◆ Instructions to follow ◆
Below is a listing; restate from it, character for character, the lines beginning at the line holding "M206 39 231" and ending at the line holding "M73 379 84 392", both included.
-*-*-
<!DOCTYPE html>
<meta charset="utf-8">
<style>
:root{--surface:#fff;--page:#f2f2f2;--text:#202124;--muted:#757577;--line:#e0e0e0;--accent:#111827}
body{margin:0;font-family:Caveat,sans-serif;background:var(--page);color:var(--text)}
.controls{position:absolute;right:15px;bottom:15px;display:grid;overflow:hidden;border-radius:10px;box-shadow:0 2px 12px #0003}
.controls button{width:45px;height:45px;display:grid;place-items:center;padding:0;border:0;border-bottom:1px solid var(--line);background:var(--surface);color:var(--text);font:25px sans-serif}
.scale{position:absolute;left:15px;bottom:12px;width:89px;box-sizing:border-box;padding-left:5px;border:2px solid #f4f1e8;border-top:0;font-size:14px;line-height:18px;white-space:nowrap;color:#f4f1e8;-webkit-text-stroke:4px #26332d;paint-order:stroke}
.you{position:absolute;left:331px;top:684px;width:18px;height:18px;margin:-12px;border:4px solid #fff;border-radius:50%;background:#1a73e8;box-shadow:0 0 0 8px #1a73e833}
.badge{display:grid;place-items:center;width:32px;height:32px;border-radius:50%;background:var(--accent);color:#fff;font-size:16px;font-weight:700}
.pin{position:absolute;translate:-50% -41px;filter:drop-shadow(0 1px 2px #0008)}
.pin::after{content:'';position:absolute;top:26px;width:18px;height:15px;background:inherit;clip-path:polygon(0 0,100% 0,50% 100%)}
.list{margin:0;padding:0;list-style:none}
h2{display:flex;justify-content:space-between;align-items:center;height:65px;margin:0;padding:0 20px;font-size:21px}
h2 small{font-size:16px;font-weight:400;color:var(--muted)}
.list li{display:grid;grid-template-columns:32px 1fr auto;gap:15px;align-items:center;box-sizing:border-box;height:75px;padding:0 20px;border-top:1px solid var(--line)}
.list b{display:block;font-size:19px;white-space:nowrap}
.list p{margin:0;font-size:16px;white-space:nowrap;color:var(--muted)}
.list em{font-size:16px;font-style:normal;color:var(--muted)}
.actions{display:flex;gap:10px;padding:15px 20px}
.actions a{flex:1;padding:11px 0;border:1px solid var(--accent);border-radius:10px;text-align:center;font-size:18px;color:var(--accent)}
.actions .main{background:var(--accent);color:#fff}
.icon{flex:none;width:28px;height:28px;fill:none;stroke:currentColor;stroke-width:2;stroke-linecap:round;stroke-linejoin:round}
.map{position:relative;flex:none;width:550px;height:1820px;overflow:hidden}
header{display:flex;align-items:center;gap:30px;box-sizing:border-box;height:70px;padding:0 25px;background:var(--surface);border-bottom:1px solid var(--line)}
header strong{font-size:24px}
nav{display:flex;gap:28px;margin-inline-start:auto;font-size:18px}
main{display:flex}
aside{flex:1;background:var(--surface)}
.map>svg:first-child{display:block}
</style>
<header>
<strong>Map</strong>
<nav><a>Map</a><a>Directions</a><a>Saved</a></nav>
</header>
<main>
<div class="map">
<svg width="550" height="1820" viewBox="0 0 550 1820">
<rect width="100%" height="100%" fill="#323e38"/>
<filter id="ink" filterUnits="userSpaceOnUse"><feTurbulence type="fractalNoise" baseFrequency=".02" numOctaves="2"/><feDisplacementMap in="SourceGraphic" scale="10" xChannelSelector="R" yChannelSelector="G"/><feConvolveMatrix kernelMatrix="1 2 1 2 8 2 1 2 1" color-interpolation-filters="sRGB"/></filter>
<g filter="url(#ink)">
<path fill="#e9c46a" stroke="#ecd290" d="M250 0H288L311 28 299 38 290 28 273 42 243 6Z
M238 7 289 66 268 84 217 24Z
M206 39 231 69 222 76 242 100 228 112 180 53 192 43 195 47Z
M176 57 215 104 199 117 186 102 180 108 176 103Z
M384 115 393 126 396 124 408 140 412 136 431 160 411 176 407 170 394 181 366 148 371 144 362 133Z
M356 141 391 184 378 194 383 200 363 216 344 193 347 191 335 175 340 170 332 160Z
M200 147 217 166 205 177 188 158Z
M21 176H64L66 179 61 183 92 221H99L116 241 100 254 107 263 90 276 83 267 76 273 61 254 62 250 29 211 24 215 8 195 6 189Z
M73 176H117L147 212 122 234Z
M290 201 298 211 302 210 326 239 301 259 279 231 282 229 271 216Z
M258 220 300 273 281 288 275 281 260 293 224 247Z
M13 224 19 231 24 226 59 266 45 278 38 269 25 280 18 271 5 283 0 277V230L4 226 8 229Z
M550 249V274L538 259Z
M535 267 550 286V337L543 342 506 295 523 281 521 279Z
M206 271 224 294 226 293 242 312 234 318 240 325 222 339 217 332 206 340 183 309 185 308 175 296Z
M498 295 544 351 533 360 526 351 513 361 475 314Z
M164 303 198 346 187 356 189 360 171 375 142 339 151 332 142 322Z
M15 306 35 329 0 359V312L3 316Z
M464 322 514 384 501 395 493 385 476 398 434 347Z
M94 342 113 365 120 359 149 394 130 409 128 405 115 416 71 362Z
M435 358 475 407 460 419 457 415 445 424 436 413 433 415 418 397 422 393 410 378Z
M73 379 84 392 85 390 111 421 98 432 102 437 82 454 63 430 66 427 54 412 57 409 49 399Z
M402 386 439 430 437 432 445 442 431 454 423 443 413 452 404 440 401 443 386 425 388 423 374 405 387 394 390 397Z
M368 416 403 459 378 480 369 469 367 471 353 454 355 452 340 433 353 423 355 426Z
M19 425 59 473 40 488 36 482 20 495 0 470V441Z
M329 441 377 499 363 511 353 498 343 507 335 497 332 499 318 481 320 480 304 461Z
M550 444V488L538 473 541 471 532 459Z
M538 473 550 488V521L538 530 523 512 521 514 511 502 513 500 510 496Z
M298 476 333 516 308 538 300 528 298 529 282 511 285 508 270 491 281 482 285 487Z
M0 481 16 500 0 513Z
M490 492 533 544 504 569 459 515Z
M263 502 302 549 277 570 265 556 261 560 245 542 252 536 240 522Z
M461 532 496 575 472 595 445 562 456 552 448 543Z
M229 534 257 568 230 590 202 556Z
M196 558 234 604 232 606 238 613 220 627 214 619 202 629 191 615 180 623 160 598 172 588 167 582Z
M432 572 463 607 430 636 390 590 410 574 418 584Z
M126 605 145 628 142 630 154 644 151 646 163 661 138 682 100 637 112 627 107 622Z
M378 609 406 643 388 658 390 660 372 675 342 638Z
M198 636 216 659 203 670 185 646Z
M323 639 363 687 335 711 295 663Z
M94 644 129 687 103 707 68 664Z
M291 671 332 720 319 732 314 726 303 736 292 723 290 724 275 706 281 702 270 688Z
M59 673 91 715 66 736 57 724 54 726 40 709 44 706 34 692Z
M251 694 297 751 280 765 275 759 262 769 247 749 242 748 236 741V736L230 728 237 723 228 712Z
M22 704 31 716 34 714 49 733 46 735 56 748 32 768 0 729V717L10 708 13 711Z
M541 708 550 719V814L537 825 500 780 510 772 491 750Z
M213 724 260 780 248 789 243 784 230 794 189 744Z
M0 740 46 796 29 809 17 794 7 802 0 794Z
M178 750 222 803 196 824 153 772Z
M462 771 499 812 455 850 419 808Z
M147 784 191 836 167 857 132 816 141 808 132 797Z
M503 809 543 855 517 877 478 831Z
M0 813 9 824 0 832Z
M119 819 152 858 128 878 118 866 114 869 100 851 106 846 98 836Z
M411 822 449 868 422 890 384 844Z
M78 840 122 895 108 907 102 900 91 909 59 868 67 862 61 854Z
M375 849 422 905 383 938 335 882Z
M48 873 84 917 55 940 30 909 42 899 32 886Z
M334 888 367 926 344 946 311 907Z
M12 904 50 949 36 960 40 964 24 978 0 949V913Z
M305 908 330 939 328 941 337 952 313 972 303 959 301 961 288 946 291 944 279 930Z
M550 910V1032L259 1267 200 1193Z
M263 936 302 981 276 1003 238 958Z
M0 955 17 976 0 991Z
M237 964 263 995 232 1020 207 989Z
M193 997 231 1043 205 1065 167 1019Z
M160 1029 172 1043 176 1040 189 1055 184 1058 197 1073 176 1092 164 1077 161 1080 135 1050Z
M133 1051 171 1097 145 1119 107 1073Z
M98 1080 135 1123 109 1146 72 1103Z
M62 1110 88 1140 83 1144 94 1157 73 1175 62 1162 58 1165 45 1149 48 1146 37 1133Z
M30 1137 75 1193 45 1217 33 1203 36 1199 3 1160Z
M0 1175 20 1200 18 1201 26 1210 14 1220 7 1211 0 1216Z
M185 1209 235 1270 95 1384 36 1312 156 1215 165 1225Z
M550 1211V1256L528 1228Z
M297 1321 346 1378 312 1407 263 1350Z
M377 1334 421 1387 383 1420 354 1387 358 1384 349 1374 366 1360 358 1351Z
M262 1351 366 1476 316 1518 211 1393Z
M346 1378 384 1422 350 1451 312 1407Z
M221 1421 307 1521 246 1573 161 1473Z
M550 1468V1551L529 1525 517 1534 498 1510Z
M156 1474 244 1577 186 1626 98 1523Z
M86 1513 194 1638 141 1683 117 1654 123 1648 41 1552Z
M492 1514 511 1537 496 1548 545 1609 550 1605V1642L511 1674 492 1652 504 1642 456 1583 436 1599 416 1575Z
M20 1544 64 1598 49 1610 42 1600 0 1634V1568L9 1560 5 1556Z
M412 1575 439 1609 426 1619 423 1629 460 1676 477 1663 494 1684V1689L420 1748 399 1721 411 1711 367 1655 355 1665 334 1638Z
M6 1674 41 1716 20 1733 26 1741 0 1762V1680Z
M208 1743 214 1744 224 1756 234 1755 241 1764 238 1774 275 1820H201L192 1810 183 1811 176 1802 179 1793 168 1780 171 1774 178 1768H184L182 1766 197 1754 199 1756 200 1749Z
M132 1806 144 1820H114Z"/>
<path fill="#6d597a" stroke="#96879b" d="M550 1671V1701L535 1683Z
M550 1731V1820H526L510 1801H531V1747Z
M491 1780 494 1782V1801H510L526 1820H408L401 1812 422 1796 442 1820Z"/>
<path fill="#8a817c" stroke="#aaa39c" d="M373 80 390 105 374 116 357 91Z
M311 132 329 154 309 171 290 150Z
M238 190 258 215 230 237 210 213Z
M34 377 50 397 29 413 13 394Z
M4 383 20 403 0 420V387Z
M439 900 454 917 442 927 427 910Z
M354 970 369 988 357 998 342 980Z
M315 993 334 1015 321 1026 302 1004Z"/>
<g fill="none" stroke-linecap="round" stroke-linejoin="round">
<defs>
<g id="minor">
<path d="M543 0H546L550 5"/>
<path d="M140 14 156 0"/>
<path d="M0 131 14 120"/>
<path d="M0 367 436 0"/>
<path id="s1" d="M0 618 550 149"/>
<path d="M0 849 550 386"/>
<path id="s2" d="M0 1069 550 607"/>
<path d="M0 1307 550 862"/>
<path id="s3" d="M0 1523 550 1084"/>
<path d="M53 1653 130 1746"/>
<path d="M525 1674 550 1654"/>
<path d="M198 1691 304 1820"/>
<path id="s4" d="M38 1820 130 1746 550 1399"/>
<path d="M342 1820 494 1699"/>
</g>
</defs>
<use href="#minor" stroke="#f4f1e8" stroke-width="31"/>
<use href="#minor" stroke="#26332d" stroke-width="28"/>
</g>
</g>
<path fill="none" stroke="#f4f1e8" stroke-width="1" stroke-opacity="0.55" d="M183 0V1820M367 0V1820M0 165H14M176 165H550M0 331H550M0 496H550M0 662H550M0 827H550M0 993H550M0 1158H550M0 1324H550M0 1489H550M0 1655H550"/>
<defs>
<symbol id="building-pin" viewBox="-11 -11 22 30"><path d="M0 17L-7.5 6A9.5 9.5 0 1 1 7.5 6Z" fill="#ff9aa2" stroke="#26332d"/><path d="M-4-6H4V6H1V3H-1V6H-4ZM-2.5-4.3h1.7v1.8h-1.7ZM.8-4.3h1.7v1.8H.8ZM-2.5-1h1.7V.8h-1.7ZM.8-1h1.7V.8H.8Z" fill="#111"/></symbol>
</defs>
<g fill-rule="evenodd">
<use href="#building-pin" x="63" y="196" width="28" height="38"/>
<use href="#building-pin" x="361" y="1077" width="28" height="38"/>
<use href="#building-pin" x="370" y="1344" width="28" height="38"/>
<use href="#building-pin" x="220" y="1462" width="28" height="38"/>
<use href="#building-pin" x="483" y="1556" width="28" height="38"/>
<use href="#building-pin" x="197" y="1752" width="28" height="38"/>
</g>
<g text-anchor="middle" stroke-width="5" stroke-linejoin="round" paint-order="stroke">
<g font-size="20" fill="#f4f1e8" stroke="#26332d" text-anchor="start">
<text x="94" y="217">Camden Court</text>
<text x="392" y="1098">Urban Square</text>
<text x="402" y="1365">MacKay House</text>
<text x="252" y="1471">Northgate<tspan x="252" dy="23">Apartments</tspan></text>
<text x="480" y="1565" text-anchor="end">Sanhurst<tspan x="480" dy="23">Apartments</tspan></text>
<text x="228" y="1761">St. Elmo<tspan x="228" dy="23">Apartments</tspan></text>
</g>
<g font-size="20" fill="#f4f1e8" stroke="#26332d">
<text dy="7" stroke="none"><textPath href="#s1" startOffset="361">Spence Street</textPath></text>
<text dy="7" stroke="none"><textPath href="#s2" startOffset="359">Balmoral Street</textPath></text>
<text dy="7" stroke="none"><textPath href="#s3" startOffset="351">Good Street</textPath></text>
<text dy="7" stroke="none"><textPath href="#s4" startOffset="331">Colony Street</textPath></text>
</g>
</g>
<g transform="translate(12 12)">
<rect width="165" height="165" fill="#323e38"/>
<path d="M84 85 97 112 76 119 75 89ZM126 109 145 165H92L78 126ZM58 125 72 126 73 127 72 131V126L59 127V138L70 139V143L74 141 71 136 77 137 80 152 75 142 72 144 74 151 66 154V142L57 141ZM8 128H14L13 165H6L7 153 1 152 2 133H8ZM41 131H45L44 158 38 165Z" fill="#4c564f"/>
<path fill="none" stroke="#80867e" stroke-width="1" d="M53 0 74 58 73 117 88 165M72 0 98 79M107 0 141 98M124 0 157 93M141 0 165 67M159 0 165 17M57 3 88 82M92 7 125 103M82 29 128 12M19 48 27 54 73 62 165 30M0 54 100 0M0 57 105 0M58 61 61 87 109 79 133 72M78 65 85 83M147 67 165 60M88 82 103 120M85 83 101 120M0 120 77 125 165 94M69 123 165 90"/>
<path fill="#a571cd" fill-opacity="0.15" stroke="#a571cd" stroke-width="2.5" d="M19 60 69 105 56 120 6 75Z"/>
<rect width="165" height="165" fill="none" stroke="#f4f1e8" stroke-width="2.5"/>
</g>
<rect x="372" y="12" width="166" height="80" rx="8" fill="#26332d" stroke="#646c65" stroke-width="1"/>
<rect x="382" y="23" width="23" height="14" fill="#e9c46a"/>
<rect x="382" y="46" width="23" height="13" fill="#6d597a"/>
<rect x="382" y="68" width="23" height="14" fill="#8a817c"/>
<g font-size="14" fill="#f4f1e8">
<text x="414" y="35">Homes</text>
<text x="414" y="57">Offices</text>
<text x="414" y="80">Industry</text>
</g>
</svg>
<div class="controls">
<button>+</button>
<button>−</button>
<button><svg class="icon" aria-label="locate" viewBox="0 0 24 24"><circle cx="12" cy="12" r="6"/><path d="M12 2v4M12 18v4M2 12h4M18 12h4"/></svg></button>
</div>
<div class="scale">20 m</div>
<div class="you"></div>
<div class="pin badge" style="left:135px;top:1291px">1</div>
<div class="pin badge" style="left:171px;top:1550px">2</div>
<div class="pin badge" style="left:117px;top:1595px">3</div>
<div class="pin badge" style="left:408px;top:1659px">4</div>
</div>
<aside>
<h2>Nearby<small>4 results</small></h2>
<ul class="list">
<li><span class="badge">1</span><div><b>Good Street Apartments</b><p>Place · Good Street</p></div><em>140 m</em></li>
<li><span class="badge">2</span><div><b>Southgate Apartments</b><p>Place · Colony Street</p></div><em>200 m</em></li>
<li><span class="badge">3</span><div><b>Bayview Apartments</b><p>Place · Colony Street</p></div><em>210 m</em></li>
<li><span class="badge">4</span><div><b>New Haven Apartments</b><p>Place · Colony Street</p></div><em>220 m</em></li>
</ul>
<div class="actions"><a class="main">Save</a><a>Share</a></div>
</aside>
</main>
-*-*-
◆ Written solution ◆
M206 39 231 69 222 76 242 100 228 112 180 53 192 43 195 47Z
M176 57 215 104 199 117 186 102 180 108 176 103Z
M384 115 393 126 396 124 408 140 412 136 431 160 411 176 407 170 394 181 366 148 371 144 362 133Z
M356 141 391 184 378 194 383 200 363 216 344 193 347 191 335 175 340 170 332 160Z
M200 147 217 166 205 177 188 158Z
M21 176H64L66 179 61 183 92 221H99L116 241 100 254 107 263 90 276 83 267 76 273 61 254 62 250 29 211 24 215 8 195 6 189Z
M73 176H117L147 212 122 234Z
M290 201 298 211 302 210 326 239 301 259 279 231 282 229 271 216Z
M258 220 300 273 281 288 275 281 260 293 224 247Z
M13 224 19 231 24 226 59 266 45 278 38 269 25 280 18 271 5 283 0 277V230L4 226 8 229Z
M550 249V274L538 259Z
M535 267 550 286V337L543 342 506 295 523 281 521 279Z
M206 271 224 294 226 293 242 312 234 318 240 325 222 339 217 332 206 340 183 309 185 308 175 296Z
M498 295 544 351 533 360 526 351 513 361 475 314Z
M164 303 198 346 187 356 189 360 171 375 142 339 151 332 142 322Z
M15 306 35 329 0 359V312L3 316Z
M464 322 514 384 501 395 493 385 476 398 434 347Z
M94 342 113 365 120 359 149 394 130 409 128 405 115 416 71 362Z
M435 358 475 407 460 419 457 415 445 424 436 413 433 415 418 397 422 393 410 378Z
M73 379 84 392 85 390 111 421 98 432 102 437 82 454 63 430 66 427 54 412 57 409 49 399Z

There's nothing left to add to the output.